É igualmente por influência do pai que entra no jornalismo. Redactor principal do Jornal da Madeira, o pai, Manuel Gomes Abreu, leva-o para a administração do periódico.

“Good morning”

Nessa altura é director o dr. Agostinho Gomes, e o chefe de redacção, o padre Jardim Gonçalves. É este último que o leva para a redacção. Nutre por ele uma grande admiração.
A determinada altura escreve um artigo sobre o mr. Stone. É um americano com uma grande figura que vive na Madeira, no hotel Bela Vista, onde hoje está o Pestana Carlton Madeira.
João Carlos Abreu nunca fala com este simpático cidadão, de uma cultura invulgar. Mas a forma de estar do americano, que, todos os dias, passa pelas pessoas e dá um respeitoso bom dia, entende por bem escrever um artigo intitulado “Good morning mr. Stone”.
O artigo agrada ao sr. Stone. Convida João Carlos Abreu e pergunta se ele está interessado numa bolsa para ir estudar para fora. Para Louvain, na Bélgica, numa escola de jornalismo. Encontra algumas dificuldades e parte para Roma. Entre 1962 e 1964 estuda na cidade do Coliseu. Chega em Agosto. Os alunos ainda estão de férias. Pouco sabe de italiano.
Há uma escola de beneditinos de jornalismo. É a escola de ciências políticas e sociais.
Por essa altura está a decorrer o Concílio Ecuménico. Considera outra grande escola. Lá estão os grandes teólogos do Mundo.
João Carlos Abreu mergulha na imprensa italiana. Lê para si em voz alta. Vai igualmente para a rua perguntar onde ficam as ruas que já conhece.

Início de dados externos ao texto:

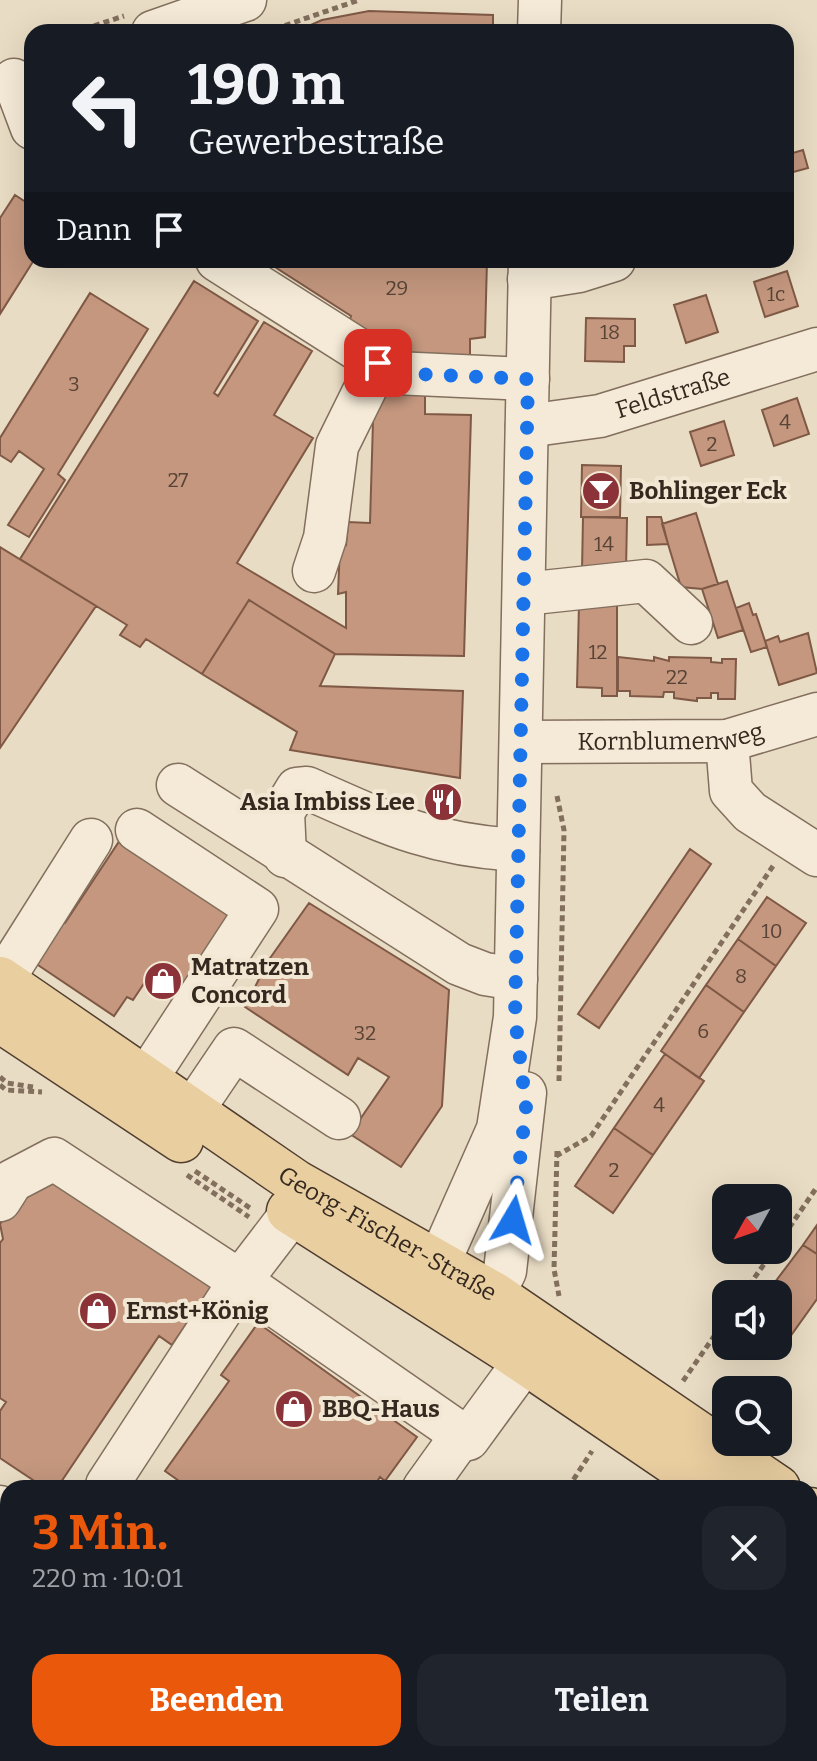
<!DOCTYPE html>
<html lang="de">
<meta charset="utf-8">
<style>
body{margin:0;font-family:Bitter,serif;background:#20242c;color:#f1f3f6;height:100vh;display:flex;flex-direction:column;font-size:30px;white-space:nowrap}
*{box-sizing:border-box;margin:0}
p{font-size:26px;color:#9ea1a6}
.icon{flex:none;width:44px;height:44px;fill:none;stroke:currentColor;stroke-width:2;stroke-linecap:round;stroke-linejoin:round}
.map{position:relative;flex:1;overflow:hidden}
.details{position:absolute;left:0px;top:1480px;width:818px;height:282px;display:flex;flex-direction:column;background:#171b24;border-radius:24px 24px 0 0;box-shadow:0 8px 32px #0002}
.details>*{flex:none}
.banner{position:absolute;left:24px;top:24px;width:770px;height:244px;border-radius:24px;box-shadow:0 8px 32px #0002;background:#171b24;color:#f1f3f6;overflow:hidden}
.needle{width:52px;rotate:230deg}
.tools{position:absolute;left:712px;top:1184px;display:grid;gap:16px}
.tools a{display:grid;place-items:center;width:80px;height:80px;border-radius:16px;background:#171b24;box-shadow:0 8px 32px #0002;font-size:40px}
.pin{position:absolute;display:grid;place-items:center;width:68px;height:68px;color:#fff;margin:-34px;border-radius:16px;box-shadow:0 4px 12px #0006}
.me{position:absolute;width:88px;margin:-44px;rotate:7deg;stroke-linejoin:round;filter:drop-shadow(0 0 6px #0008)}
.turn{display:flex;align-items:center;gap:28px;height:168px;padding:0 32px;font-size:36px}
.turn .icon{width:104px;height:104px;stroke-width:2.5}
.turn b{display:block;font-size:56px;line-height:68px}
.then{display:flex;align-items:center;height:76px;padding:0 32px;background:#0003;gap:16px;font-size:30px}
.round{display:grid;place-items:center;flex:none;width:84px;height:84px;border-radius:24px;background:#20242c}
.overview{display:flex;align-items:center;justify-content:space-between;height:136px;padding:0 32px}
h1{font-size:48px;font-weight:700;line-height:60px;color:#ea580c}
.primary-button{display:flex;gap:16px;margin-top:auto;padding:16px 32px}
.primary-button a{flex:1;height:92px;border-radius:24px;background:#ea580c;color:#fff;font-size:32px;font-weight:700;line-height:92px;text-align:center}
.primary-button a+a{background:#20242c;color:#f1f3f6}
.map>svg:first-child{display:block}
</style>
<div class="map">
<svg width="817" height="1761" viewBox="0 0 817 1761">
<rect width="100%" height="100%" fill="#e9dcc4"/>
<path fill="#c4977e" stroke="#7f5945" stroke-width="2" d="M369 11 493 15V32H295L322 20Z
M803 150 808 168 786 174V155Z
M15 195 32 206 34 260 0 314V218Z
M264 260H487L485 337 470 339V363L389 365 345 336 351 316Z
M787 271 798 306 765 317 754 282Z
M194 281 258 321 214 393 218 396 264 322 312 351 274 415 313 438 237 563 346 628V592L338 594 340 544 346 545 348 522 370 523 374 388 425 391V414L471 415 464 656 335 654 249 600 202 674 146 639 140 647 120 635 127 625 20 559Z
M90 293 148 329 58 474 65 480 29 537 8 525 44 469 19 451 11 462 0 455V438Z
M706 295 718 332 686 343 674 305Z
M586 318 635 319V346H624V362L585 361Z
M797 398 809 434 774 446 762 410Z
M724 421 734 455 701 466 690 432Z
M582 465 621 466 620 517H581Z
M696 513 718 584 702 589 681 587 662 524Z
M583 517 627 518 626 571H582Z
M647 517H661L668 544 647 545Z
M0 547 96 606 0 748Z
M727 581 743 630 718 638 702 589Z
M249 600 335 654 320 686 463 691 460 778 290 750 297 732 202 674Z
M749 603 753 615 756 614 767 647 751 652 736 608Z
M579 604 617 605V696H602V688L577 687Z
M808 633 817 673 779 685 765 641 778 636 780 642Z
M618 657 654 661V657L669 661V657L711 658V662L722 663V659H736L735 699H718V693H711V698H697V701L674 698V692H664L663 697 630 696V691H618Z
M124 834 236 909 175 1002 145 982 133 1000 127 997 114 1016 29 959 56 918 65 923Z
M690 849 711 864 599 1028 578 1014Z
M767 897 806 923 776 966 738 939Z
M309 903 449 990 442 1106 401 1167 350 1134 389 1077 358 1058 348 1075 245 1007 268 961Z
M738 939 776 966 744 1012 706 985Z
M706 985 744 1012 699 1078 661 1051Z
M665 1054 704 1081 653 1155 614 1128Z
M614 1128 653 1155 613 1213 575 1186Z
M37 1169 212 1286 172 1345 159 1336 57 1488H45L0 1458V1411L6 1402 0 1398V1243L3 1239 0 1224Z
M817 1225V1254L803 1245Z
M803 1245 817 1254V1299L792 1334 778 1324V1294H766Z
M258 1323 417 1437 385 1481 380 1477 373 1488H189L165 1471 229 1381 221 1375Z
M417 1754H602L612 1761H412Z"/>
<g fill="none" stroke-linecap="round" stroke-linejoin="round">
<defs>
<g id="minor">
<path d="M153 32 245 0"/>
<path d="M539 32 540 0"/>
<path d="M14 80 32 128"/>
<path d="M217 260 395 373 528 379"/>
<path d="M529 279 579 271 614 260"/>
<path id="s1" d="M527 426 600 416 817 349"/>
<path d="M314 571 325 538 337 446 378 363"/>
<path d="M524 594 646 581 691 623"/>
<path d="M727 741 731 791 750 812 817 855"/>
<path id="s2" d="M521 742 727 741 817 714"/>
<path d="M178 785 459 964 485 974 516 979"/>
<path d="M137 830 257 909 146 1079"/>
<path d="M285 856 283 812 297 789 307 788C386 823 430 845 518 850"/>
<path d="M0 996 8 984 12 965 91 840"/>
<path d="M192 1111 234 1049 339 1118"/>
<path d="M0 1200 12 1181 54 1159 240 1281 292 1213 306 1188"/>
<path d="M425 1294 498 1129 515 1017 530 260"/>
<path d="M477 1327 505 1271 525 1093"/>
<path d="M111 1488 107 1485 240 1281 468 1439 525 1361"/>
<path d="M424 1488 462 1435"/>
<path d="M0 1507 8 1513"/>
<path d="M0 1558 8 1545"/>
</g>
<g id="major">
<path id="s3" d="M0 979 297 1183 495 1295 778 1488"/>
<path d="M0 1020 181 1140"/>
<path d="M289 1211 512 1353 711 1488"/>
<path d="M810 1510 817 1515"/>
<path d="M810 1557 817 1563"/>
</g>
</defs>
<use href="#minor" stroke="#826f5d" stroke-width="45"/>
<use href="#major" stroke="#503e30" stroke-width="47"/>
<path stroke="#826f5d" stroke-width="5" stroke-dasharray="6 4" stroke-linecap="butt" d="M75 32 124 16
M266 32 359 0
M557 796 564 830 559 1081
M0 1077 7 1083 33 1087
M0 1085 6 1090 42 1092
M557 1151 554 1269 559 1296
M556 1156 591 1136 773 866
M195 1171 253 1210
M187 1175 249 1217
M778 1244 817 1187
M743 1294 774 1250
M683 1381 726 1319
M568 1488 592 1451"/>
<use href="#minor" stroke="#f5ead7" stroke-width="42"/>
<use href="#major" stroke="#e9cea0" stroke-width="44"/>
</g>
<g fill="none" stroke-linecap="round" stroke-linejoin="round">
<path stroke="#1a73e8" stroke-width="14" stroke-dasharray="0 25.2" d="M378 363 395 373 528 379 515 1017 526 1107 513 1220"/>
</g>
<defs>
<symbol id="bar-disc" viewBox="-11 -11 22 22"><circle r="9.5" fill="#8b3338" stroke="#f1e7d3"/><path d="M-6-5H6L.8 .8V4.5H3.5V6h-7V4.5H-.8V.8Z" fill="#fff"/></symbol>
<symbol id="restaurant-disc" viewBox="-11 -11 22 22"><circle r="9.5" fill="#8b3338" stroke="#f1e7d3"/><path d="M-5-6h1v4h1v-4h1v4h1v-4h1v5L-1.5 .5V6h-2V.5L-5-1ZM5-6V6H3V1.5H1.5Q1.5-4 5-6Z" fill="#fff"/></symbol>
<symbol id="shop-disc" viewBox="-11 -11 22 22"><circle r="9.5" fill="#8b3338" stroke="#f1e7d3"/><path d="M-5-2.5h2.3a2.7 3.5 0 0 1 5.4 0H5L5.5 6h-11ZM-1.5-2.5h3a1.5 2.3 0 0 0-3 0Z" fill="#fff"/></symbol>
</defs>
<g fill-rule="evenodd">
<use href="#bar-disc" x="579" y="469" width="44" height="44"/>
<use href="#restaurant-disc" x="421" y="780" width="44" height="44"/>
<use href="#shop-disc" x="141" y="959" width="44" height="44"/>
<use href="#shop-disc" x="76" y="1289" width="44" height="44"/>
<use href="#shop-disc" x="272" y="1387" width="44" height="44"/>
</g>
<g text-anchor="middle" stroke-width="8" stroke-linejoin="round" paint-order="stroke">
<g font-size="20" fill="#584437">
<text x="397" y="295">29</text>
<text x="776" y="301">1c</text>
<text x="610" y="339">18</text>
<text x="74" y="391">3</text>
<text x="785" y="429">4</text>
<text x="712" y="451">2</text>
<text x="178" y="487">27</text>
<text x="604" y="551">14</text>
<text x="598" y="659">12</text>
<text x="677" y="684">22</text>
<text x="772" y="938">10</text>
<text x="741" y="983">8</text>
<text x="703" y="1038">6</text>
<text x="365" y="1040">32</text>
<text x="659" y="1112">4</text>
<text x="614" y="1177">2</text>
</g>
<g font-size="24" fill="#34281f" stroke="#f1e7d3">
<text dy="8" stroke="none"><textPath href="#s1" startOffset="150">Feldstraße</textPath></text>
<text dy="8" stroke="none"><textPath href="#s2" startOffset="150">Kornblumenweg</textPath></text>
<text dy="8" stroke="none"><textPath href="#s3" startOffset="464">Georg-Fischer-Straße</textPath></text>
</g>
<g font-size="24" font-weight="bold" fill="#34281f" stroke="#f1e7d3" text-anchor="start">
<text x="629" y="499">Bohlinger Eck</text>
<text x="415" y="810" text-anchor="end">Asia Imbiss Lee</text>
<text x="191" y="975">Matratzen<tspan x="191" dy="28">Concord</tspan></text>
<text x="126" y="1319">Ernst+König</text>
<text x="322" y="1417">BBQ-Haus</text>
</g>
</g>
</svg>
<div class="tools">
<a><svg class="needle" viewBox="-14 -14 28 28"><path d="M0-13l5 13h-10z" fill="#e53935"/><path d="M0 13l5-13h-10z" fill="#9ea1a6"/></svg></a>
<a><svg class="icon" aria-label="sound" viewBox="0 0 24 24"><path d="M4 9h4l5-4v14l-5-4H4zM17 9q2 3 0 6"/></svg></a>
<a><svg class="icon" aria-label="search" viewBox="0 0 24 24"><circle cx="10" cy="10" r="6"/><path d="M15 15l6 6"/></svg></a>
</div>
<div class="pin" style="left:378px;top:363px;background:#d93025"><svg class="icon" aria-label="arrive" viewBox="0 0 24 24"><path d="M6 21V4h12l-3 4 3 4H6"/></svg></div>
<svg class="me" style="left:513px;top:1220px" viewBox="-20 -20 40 40"><path d="M0-17L14 15 0 8-14 15z" fill="#1a73e8" stroke="#fff" stroke-width="4"/></svg>
<div class="banner">
<div class="turn"><svg class="icon" aria-label="left" viewBox="0 0 24 24"><path d="M17 20v-9H6M10 6l-5 5 5 5"/></svg><div><b>190 m</b>Gewerbestraße</div></div>
<div class="then">Dann<svg class="icon" aria-label="arrive" viewBox="0 0 24 24"><path d="M6 21V4h12l-3 4 3 4H6"/></svg></div>
</div>
<section class="details">
<div class="overview"><div><h1>3 Min.</h1><p>220 m · 10:01</p></div><a class="round"><svg class="icon" aria-label="close" viewBox="0 0 24 24"><path d="M6 6l12 12M18 6L6 18"/></svg></a></div>
<div class="primary-button"><a>Beenden</a><a>Teilen</a></div>
</section>
</div>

A ideia é ouvir falar com insistência o italiano, que hoje bem conhece.

Roma

Conhece um jesuíta brasileiro, o padre Almeida, que o apoia muito.
João Carlos Abreu tem uma carteira de jornalista aceite no Vaticano e uma outra internacional, adquirida já na capital italiana.
Os contactos com jornalistas do país e de outras partes do globo abrem-lhe o mundo.
João Carlos Abreu alarga o âmbito das suas leituras e aproxima-se dos teólogos e das pessoas sabedoras do que se passa no mundo da Igreja e à sua volta. Conhece quase tudo o que se passa no seu seio. Enriquece-se culturalmente. Os limtes impostos pela ilha há muito que foram ultrapassados.
Mais tarde, decide regressar à Madeira.
João Carlos Abreu surge na ilha com um espírito inovador. Ajuda a dar uma nova abordagem no jornalismo na Região.
Contudo, a caminho da ilha, por barco, depara-se com o acidente do “Lakonia”.
João Carlos Abreu vem de Nápoles no “Corrientes”, um barco argentino, que, depois de escalar em Lisboa, é o primeiro a chegar junto ao barco que está em chamas no Atlântico. Um dos passageiros a bordo do navio que arde é Richard Blandy, falecido recentemente.
Pelas 23 horas já vê ao longe o grande clarão das labaredas que pintam o escuro da noite. Diz que é o belo-horrível a meio do mar.
Depois de chegar ao Funchal é solicitado pelas agências de informação internacionais, como a Reuters, para escrever sobre o acidente que vê.
Fica na Madeira durante algum tempo.

A Star e o JM

Depois, parte para Inglaterra. Vai para os arredores de Londres, a sul. Trabalha como empregado de mesa num hotel onde estão muitos estudantes que ali estão para aprender inglês. Fica por terras de sua majestade cerca de nove meses.
Entretanto é convidado a regressar a Roma. Algum tempo depois volta à Madeira. O pai adoece.
Chega ao Funchal e está para abrir a Star, que trabalha com a American Express.
João Carlos Abreu diz que os jornalistas do seu tempo, tal como hoje, são mal pagos. Por isso procura um complemento.
Entra para a agência de viagens Star e continua no Jornal da Madeira. Tal como o jornalismo, considera ser uma oportunidade de comunicar e estar em contacto com o mundo exterior.
Fica na agência até às 18 horas. Pelas 19/20 horas, vai para o jornal, onde fica até cerca da uma/duas horas da madrugada.
É uma altura em que surgem muitos cruzeiros na Madeira. A agência tem a seu cargo uma boa parte da operação em terra.
À frente da agência está Paulo de Matos, que João Carlos Abreu reconhece ser um grande técnico de turismo. Já o conhecia da Europeia.
Em conjunto, onde também se encontra Teresa Matos, a esposa, inovam todos os dias numa indústria a implantar-se com mais intensidade na Madeira.
Um dia transformam a praia do Gavinas para receber em grande os turistas finlandeses.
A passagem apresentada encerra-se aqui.